Remember the most important thing to understand about Wi-Fi is that on any given channel, at any given time, only one device can talk.
We’ve got an access point here and it needs to talk…
The first thing it’s going to do is do a clear channel assessment. It’s just going to listen to see if there’s anything on the channel. And if there’s nothing there, it will take that opportunity to transmit some data.
On the other side, the laptop will receive that data and it’ll say, “Let’s take a look at it and see if it’s legit” and if it’s good, it’ll say, “I understood that data” and it’s going to reply with an acknowledgment.
Now there’s a couple of things that can go wrong here…
The access point transmits the data but the data just never quite makes it to the laptop.
When that happens, the access point is not going to hear an acknowledgement and will start saying, “I never heard anything back from the laptop so it must not have received the data frame.” It’s going to transmit that data again and again and again. It’s going to keep trying to get that data through to the laptop.
I like to think that Wi-Fi is a lot like my three-year-old daughter in this way.
I’ve got three daughters, the oldest is six, the youngest is three. They’ve all gone through this stage where they have lots of questions. Let’s say that she’s an access point for a second. Let’s see what it’s like when we compare her to an AP or to a client.
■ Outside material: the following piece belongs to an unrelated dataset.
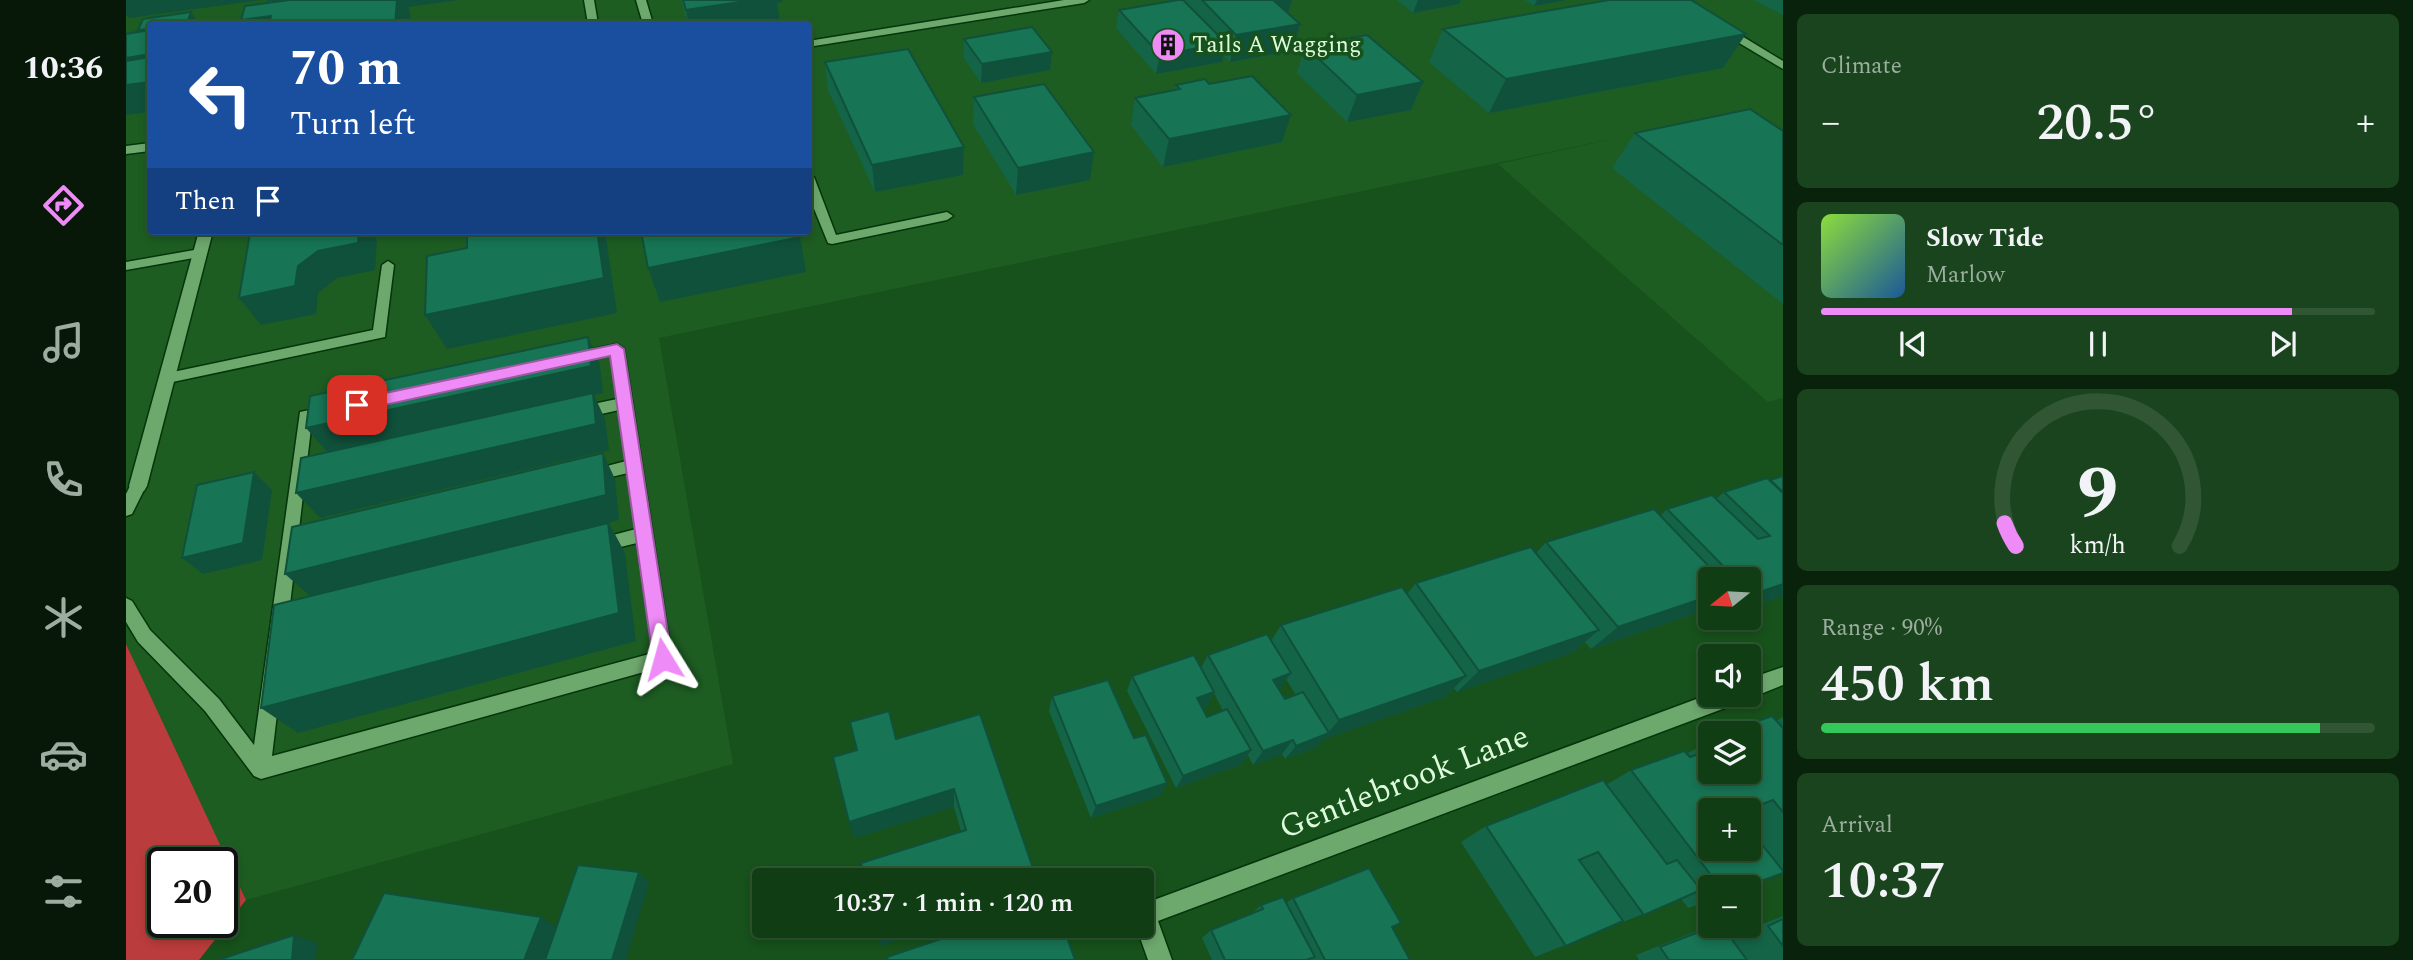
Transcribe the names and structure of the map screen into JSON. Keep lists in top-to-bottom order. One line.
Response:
{"streets":{"street":["Gentlebrook Lane"]},"places":{"building":["Tails A Wagging"]},"north":"left","page":{"tabs":"10:36","tile":["Climate",["Range · 90%","450 km"],["Arrival","10:37"]],"turn":["70 m","Turn left"],"heat":["−","20.5°","+"],"then":"Then","song":["Slow Tide","Marlow"],"map_buttons":["+","−"],"limit":"20","trip":"10:37 · 1 min · 120 m","gauge":["9","km/h"]}}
If I’m sitting on the couch and I’m reading a book and she says something to me and I don’t answer, what is she going to do? She’s going to “retransmit” again and again and again until finally, something makes it through to me and I give her some kind of acknowledgement. Kids are just like Wi-Fi devices.
Kids are just like Wi-Fi devices.
The big takeaway from this is that on any given channel, at any given time, one device talks.
We hear vendors out there that say “my Access Point supports 500 clients or a thousand clients”. It’s not really about what the AP’s supports. We’ve got enough processing power, we’ve got enough RAM. It’s about the channel. What can we support on the channel?
Let’s say that we’ve got an Android phone here and it’s transmitting something to this access point. While that transmission is occurring, everything on the channel has to basically shut up and be quiet. On any given channel at any given time, one device talks at a time.
How do we see what’s going on the spectrum?
Well, here’s a couple of traditional ways of doing it.
- A Wi-Fi Scanner
A Wi-Fi scanner just uses a plain old normal Wi-Fi adapter to scan for wireless networks. That’s nice because we could see some pretty interesting pieces of information. We can see there are a couple of AP’s on this channel. We can see there is some co-channel interference here. We can get some good pieces of information out of that.
- Spectrum Analysis
that’s when we really kind of ramp up what we can see in the air. There’s a couple more really critical pieces of information that we get with spectrum analysis. The first one is that we can see interference from non 802.11 devices. The cordless phones, the video cameras, all that stuff. We can see anything that chirps in the spectrum. We can also see 802.11 channel congestion. We can see how often Wi-Fi devices are talking, how often they are utilizing the channel, how busy they’re keeping that channel.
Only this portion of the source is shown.